Fue el impulso misionero el que los condujo hacia un encuentro mutuo. Juntos se pusieron al servicio del Evangelio y fueron fieles hasta el derramamiento de la sangre. De hecho, la historia de su martirio nos recuerda las palabras de San Ignacio de Antioquía, que encontramos escritas en su carta a los romanos: «Dejad que sea pasto de las fieras, ya que ello me hará posible alcanzar a Dios. Soy trigo de Dios, y he de ser molido por los dientes de las fieras, para llegar a ser pan limpio de Cristo» (Ai Romani IV, 1: Funk, Patres Apostolici, I, 256).

En estas palabras, que nos llegan desde los primeros siglos de la Iglesia, se nos vuelve a proponer la íntima relación que existe entre el martirio y la Eucaristía. San Agustín escribe: «Ofreciéndonos su sangre para la remisión de nuestros pecados, Cristo nos ha dado no tanto un ejemplo a imitar, sino sobre todo un don que hay que agradecerle. Por esto, cada vez que los mártires derraman su sangre por los hermanos, devuelven el don que ellos han recibido en la mesa del Señor» (cf. In Io. ev. tract. 84, 2: PL 35, 1847: talia exhibuerunt, qualia de mensa dominica perceperunt).

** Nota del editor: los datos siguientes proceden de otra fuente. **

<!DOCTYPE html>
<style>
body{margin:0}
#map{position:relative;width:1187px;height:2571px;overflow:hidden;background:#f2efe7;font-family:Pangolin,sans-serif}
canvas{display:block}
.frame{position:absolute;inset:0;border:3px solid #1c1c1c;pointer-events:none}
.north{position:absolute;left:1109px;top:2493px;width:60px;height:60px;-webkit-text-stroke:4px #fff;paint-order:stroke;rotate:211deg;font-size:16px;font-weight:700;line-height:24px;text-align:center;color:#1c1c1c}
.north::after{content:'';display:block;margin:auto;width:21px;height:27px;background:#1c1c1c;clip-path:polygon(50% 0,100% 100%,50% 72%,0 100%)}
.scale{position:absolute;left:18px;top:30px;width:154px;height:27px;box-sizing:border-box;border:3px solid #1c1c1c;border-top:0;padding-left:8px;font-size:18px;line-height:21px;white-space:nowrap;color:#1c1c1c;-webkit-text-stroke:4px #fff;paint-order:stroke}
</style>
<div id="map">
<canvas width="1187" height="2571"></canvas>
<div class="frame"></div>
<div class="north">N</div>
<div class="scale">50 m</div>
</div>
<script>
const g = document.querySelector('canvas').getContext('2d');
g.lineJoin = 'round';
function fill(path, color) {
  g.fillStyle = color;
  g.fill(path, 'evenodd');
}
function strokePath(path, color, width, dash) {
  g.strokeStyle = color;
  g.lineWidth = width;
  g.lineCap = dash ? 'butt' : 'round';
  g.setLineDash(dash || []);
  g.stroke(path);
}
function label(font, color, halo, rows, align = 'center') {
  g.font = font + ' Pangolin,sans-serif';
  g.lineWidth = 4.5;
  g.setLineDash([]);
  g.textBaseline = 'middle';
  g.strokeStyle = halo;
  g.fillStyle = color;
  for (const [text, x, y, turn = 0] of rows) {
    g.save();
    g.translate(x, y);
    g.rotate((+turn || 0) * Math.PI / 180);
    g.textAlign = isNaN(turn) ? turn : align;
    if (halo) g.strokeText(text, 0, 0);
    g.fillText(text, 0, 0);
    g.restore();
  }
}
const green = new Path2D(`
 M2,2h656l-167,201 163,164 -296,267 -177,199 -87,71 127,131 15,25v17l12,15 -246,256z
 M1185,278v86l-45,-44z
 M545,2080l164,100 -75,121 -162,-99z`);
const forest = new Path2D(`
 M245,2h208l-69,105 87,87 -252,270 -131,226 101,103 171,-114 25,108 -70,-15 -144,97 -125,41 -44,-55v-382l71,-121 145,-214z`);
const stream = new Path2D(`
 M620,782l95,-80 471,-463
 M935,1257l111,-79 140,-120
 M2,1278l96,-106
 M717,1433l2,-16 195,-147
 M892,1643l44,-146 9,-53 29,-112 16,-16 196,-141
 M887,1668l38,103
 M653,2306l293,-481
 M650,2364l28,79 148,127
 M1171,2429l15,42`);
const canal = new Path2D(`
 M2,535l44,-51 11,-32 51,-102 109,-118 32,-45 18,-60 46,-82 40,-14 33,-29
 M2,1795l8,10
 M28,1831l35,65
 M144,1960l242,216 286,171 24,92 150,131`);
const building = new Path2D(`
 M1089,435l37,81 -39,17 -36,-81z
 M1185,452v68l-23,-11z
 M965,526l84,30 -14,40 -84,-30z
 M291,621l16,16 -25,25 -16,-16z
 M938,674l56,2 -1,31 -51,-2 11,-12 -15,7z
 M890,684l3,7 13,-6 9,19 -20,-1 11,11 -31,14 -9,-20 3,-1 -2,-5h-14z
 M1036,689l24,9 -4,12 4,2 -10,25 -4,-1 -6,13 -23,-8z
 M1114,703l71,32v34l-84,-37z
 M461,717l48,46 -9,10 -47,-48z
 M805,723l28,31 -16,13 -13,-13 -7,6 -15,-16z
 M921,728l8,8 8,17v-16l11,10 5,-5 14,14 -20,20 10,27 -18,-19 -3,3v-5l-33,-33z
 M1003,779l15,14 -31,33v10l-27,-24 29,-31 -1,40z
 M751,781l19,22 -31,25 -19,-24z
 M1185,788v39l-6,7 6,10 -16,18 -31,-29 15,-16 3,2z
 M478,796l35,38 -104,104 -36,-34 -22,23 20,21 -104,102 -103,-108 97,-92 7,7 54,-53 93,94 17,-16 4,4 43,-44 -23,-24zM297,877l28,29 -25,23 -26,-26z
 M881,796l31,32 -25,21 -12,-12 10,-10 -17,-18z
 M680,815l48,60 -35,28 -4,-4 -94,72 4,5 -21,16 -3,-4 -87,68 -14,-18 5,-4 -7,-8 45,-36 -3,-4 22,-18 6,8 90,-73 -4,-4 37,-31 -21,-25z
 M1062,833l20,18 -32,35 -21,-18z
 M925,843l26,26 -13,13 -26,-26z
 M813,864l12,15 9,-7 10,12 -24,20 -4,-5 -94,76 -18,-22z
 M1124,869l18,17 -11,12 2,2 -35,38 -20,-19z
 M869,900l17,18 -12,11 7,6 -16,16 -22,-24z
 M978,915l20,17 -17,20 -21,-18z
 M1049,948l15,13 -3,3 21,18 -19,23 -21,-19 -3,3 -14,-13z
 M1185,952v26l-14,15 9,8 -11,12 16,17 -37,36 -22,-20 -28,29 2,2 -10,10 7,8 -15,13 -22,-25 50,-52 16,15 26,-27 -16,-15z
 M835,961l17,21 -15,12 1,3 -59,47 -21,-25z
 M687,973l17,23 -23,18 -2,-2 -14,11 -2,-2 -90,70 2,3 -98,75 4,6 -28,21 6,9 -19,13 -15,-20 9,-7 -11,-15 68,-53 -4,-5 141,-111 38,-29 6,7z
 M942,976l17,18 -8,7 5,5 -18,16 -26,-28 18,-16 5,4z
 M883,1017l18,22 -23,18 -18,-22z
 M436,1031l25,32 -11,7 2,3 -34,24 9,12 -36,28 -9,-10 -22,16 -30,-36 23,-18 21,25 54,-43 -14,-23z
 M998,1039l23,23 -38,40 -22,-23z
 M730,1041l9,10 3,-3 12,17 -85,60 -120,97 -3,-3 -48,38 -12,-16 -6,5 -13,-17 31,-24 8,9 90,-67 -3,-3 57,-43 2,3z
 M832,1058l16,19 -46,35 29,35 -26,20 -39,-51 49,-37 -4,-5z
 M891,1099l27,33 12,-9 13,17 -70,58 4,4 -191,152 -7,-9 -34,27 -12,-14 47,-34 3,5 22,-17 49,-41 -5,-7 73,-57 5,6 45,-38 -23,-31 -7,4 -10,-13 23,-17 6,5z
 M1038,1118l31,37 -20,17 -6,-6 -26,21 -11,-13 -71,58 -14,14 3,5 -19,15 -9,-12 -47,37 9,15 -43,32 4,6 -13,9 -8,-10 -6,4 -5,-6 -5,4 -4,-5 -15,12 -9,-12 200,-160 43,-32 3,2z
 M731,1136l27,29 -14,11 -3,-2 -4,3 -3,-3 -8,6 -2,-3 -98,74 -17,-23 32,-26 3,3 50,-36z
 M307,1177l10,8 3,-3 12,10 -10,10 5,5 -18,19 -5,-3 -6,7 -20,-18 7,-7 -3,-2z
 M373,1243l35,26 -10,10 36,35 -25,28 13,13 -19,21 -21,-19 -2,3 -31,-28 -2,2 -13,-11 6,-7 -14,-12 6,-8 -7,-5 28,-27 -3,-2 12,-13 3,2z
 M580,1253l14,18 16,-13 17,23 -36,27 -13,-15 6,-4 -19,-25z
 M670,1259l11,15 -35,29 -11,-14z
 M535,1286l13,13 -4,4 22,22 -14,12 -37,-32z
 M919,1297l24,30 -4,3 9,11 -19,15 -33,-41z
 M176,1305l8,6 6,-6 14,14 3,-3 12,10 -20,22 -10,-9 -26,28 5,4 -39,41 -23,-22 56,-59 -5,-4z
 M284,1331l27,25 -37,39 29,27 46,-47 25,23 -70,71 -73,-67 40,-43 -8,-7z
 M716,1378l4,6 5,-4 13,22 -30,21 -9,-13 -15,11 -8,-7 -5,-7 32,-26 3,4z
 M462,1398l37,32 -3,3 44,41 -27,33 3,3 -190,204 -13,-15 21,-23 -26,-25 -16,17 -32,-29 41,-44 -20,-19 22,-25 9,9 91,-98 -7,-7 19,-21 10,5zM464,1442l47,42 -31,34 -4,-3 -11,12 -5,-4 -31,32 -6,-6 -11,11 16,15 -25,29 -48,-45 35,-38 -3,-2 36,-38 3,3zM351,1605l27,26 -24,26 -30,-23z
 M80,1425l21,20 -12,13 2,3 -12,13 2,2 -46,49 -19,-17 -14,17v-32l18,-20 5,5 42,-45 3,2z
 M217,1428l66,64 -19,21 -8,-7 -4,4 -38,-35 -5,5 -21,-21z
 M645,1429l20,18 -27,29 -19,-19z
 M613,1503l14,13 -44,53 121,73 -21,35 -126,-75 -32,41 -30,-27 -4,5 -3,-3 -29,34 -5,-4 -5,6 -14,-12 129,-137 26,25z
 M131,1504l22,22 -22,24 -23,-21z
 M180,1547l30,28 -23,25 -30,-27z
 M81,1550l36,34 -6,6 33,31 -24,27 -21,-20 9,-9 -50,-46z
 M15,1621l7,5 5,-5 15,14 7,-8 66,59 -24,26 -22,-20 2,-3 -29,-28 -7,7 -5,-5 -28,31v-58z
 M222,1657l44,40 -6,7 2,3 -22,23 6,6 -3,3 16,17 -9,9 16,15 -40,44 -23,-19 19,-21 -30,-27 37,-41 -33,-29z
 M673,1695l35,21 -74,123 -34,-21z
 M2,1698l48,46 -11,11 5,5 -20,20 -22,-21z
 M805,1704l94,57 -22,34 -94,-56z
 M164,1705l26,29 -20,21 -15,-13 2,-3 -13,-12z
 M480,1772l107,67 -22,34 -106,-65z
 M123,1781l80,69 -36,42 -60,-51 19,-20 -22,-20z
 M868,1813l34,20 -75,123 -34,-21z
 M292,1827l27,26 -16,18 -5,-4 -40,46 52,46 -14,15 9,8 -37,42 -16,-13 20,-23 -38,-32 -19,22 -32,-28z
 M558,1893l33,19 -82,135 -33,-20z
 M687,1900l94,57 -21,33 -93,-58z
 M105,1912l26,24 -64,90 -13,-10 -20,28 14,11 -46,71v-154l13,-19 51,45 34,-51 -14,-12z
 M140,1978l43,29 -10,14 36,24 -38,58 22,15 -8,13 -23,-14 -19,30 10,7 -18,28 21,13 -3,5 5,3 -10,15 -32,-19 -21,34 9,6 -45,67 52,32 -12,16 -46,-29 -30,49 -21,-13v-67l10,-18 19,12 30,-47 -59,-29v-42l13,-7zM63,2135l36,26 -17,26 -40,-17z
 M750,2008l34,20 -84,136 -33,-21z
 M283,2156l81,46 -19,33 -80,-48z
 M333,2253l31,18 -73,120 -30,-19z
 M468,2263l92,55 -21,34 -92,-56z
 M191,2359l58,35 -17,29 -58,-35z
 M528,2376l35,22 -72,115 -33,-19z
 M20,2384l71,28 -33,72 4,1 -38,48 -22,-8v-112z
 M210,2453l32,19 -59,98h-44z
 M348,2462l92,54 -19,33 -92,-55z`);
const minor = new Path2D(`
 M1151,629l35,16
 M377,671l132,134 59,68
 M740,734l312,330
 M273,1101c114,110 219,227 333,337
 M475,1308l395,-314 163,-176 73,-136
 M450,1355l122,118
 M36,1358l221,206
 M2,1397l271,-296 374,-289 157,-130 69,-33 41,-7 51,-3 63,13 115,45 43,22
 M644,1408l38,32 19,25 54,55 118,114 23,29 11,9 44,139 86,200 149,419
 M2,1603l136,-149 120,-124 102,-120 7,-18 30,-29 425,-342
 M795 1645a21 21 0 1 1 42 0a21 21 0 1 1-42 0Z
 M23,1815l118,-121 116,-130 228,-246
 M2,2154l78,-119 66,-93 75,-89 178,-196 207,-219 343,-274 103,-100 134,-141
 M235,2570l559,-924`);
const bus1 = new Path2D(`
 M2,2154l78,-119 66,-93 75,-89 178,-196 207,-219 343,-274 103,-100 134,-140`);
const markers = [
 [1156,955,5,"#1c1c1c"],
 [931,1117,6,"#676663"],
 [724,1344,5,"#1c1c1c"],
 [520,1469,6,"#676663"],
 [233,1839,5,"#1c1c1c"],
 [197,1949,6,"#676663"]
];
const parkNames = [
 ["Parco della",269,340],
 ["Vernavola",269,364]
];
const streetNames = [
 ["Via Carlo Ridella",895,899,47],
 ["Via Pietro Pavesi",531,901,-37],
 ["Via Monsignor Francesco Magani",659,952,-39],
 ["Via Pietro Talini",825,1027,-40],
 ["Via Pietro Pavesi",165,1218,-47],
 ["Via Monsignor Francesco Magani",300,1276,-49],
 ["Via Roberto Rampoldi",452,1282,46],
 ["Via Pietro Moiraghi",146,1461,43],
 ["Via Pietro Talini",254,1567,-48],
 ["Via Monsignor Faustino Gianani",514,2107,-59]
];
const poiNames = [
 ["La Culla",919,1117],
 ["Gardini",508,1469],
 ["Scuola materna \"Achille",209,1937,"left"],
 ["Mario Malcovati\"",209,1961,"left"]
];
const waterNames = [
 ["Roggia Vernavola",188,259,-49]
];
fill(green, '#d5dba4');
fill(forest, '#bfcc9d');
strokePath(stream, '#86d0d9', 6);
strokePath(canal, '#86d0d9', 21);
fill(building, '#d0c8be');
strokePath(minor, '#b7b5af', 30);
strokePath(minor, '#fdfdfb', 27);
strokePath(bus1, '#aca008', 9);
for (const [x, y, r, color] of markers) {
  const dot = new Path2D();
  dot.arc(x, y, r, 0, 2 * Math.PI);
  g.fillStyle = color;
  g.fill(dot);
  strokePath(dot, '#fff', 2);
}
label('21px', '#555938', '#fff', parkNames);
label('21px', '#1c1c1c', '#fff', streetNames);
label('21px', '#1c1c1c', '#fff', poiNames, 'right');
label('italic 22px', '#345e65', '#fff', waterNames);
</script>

Es de la Eucaristía, en efecto, que nace la fuerza para ser cristianos, para seguir siendo cristianos, para vivir como cristianos. Quizá (y creo que realmente es así), si hoy hay un cristianismo débil y fluido e, incluso, una situación en la que hay vergüenza en mostrarse como cristiano; y también, paradójicamente lo contrario, donde hay cálculo e interés en declararse como tal; si para muchos la fe se reduce a una «cosa», que se pierde con facilidad, la razón está en la lejanía de la Eucaristía.

San Carlos Borromeo, gran obispo de la Iglesia de Milán en el siglo XVI, con referencia a la expresión «pan de los fuertes», que en el Salmo 78 se refiere al don del maná al pueblo de Israel que caminaba por el desierto y en la tradición cristiana alude a la Eucaristía, refiriéndose precisamente a los mártires, dijo: «¡Cuán sorprendente es la fuerza de los primeros cristianos, de ambos sexos, que se armaban para el martirio con este Santísimo Alimento... y con razón! Este pan de los fuertes, como lo llama la Escritura, da fuerza; para ellos las cuerdas, los grilletes, las cadenas en las manos, la prisión, el ayuno, el hambre eran más dulces que el panal y la miel... Fueron a la muerte con mayor diligencia de cuanto nosotros buscamos la vida. En cambio, cuánta debilidad cuando dejamos de tomar este alimento, qué dolencia, cuánta inseguridad... Cuando el Señor Jesús, según el Evangelio de Marcos, resucitó a la hija del jefe de la Sinagoga, mandó que le dieran de comer: por esto sabemos que nuestras almas no pueden permanecer vivas y fuertes por mucho tiempo sin alimento espiritual» (Omelie sull’Eucaristia, Paoline, Milano 2005, 132-133).

También nosotros, en el día de la beatificación de los mártires Pedro Ortiz de Zárate y Juan Antonio Solinas, estamos celebrando la Santa Eucaristía. Recemos así: «Oh Padre, que guías a tu Iglesia peregrina en el mundo, sostenla con la fuerza del alimento que no perece, para que, perseverando en la fe y en el amor, llegue a contemplar el resplandor de tu rostro. Amén».